Socially responsible advertising: A marriage proposal between science and marketing

Three leading child development scientists offer some ideas on how to advertise to kids better

Somewhere between a commercial and an interstitial exists a tremendous opportunity. That opportunity lives in a currently untapped market for businesses to attain tremendous reach and brand awareness while — at the same time — they promote the betterment of today’s children and families.

Imagine a diaper commercial that spent a little less time on the padding and a little more demonstrating the kinds of parent-child interactions that build strong language skills. Fancy a campaign for construction toys that illustrated the types of family games that sharpen STEM learning. Might we design a commercial for sugary cereal that actually portrayed the value of regulating a child’s wants and desires, or a commercial for a useful gadget that underscored the value of childhood discovery and creativity? Just think of the good that could come from commercials with a deeper positive purpose.
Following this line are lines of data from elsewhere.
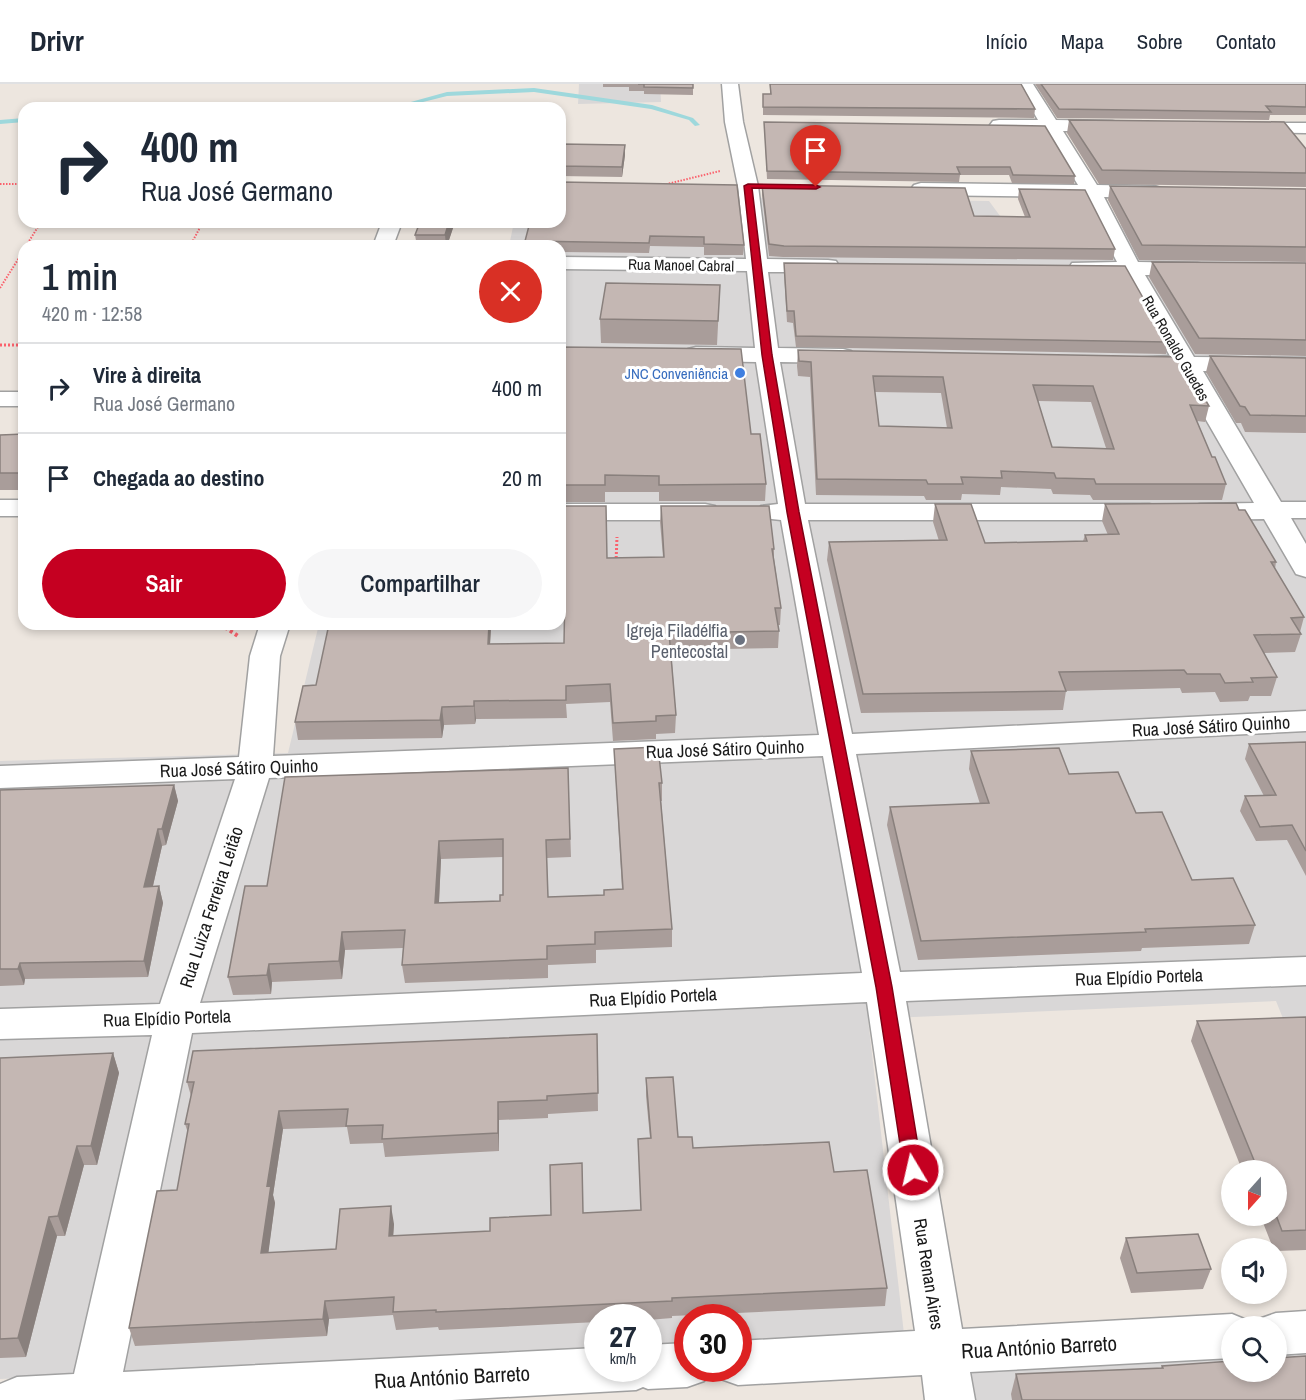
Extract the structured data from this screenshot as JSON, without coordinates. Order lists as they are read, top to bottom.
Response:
{
  "streets": {
    "street": [
      "Rua Manoel Cabral",
      "Rua Ronaldo Guedes",
      "Rua José Sátiro Quinho",
      "Rua Luiza Ferreira Leitão",
      "Rua Elpídio Portela",
      "Rua Renan Aires",
      "Rua António Barreto"
    ]
  },
  "crossings": [
    ["Rua Manoel Cabral", "Rua Renan Aires"],
    ["Rua José Sátiro Quinho", "Rua Luiza Ferreira Leitão"],
    ["Rua José Sátiro Quinho", "Rua Renan Aires"],
    ["Rua Luiza Ferreira Leitão", "Rua Elpídio Portela"],
    ["Rua Luiza Ferreira Leitão", "Rua António Barreto"],
    ["Rua Elpídio Portela", "Rua Renan Aires"],
    ["Rua Renan Aires", "Rua António Barreto"]
  ],
  "places": ["JNC Conveniência", "Igreja Filadélfia Pentecostal"],
  "north": "bottom",
  "page": {
    "header": "Drivr",
    "nav": [
      "Início",
      "Mapa",
      "Sobre",
      "Contato"
    ],
    "turn": ["400 m", "Rua José Germano"],
    "heading": ["1 min", "420 m · 12:58"],
    "list": [
      {
        "name": "Vire à direita",
        "note": "Rua José Germano",
        "value": "400 m"
      },
      {
        "name": "Chegada ao destino",
        "value": "20 m"
      }
    ],
    "buttons": ["Sair", "Compartilhar"],
    "speed": "27 km/h",
    "limit": "30"
  }
}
We have seen companies step up to the proverbial plate before — at least on social issues. There was the famous Cheerios commercial that aired two Super Bowls ago that started a national conversation about the changing portrait of today’s families. And there was the Dove campaign that transformed our culture’s definition of "Real Beauty."

More recently, Always’ #LikeAGirl and Barbie’s "Imagine the Possibilities" campaigns seek to broaden the dreams of young females. With the reach and power of well-done and well-intentioned advertising, we can not only speak to cultural trends, but can spark awareness of best learning practices for families, teachers and communities — all informed by the latest science.

We come to you from a planet very different than yours. We are not advertisers. We do not have our MBAs nor do we have positions in the C Suite. We have not designed campaigns to run during the Super Bowl and our everyday conversations do not contain the words "brand," "revenue" or "client."

Nope, we are a group of researchers devoted to studying how children develop into successful and happy adults. And we are unique in promoting what we call edible science that is accessible, digestible and usable. Indeed, we translate the scientific findings that speak to how children learn and how they become socially skilled citizens. Marrying social responsibility with good outreach can transform attitudes and behaviors and might — just might — better the lives of all children.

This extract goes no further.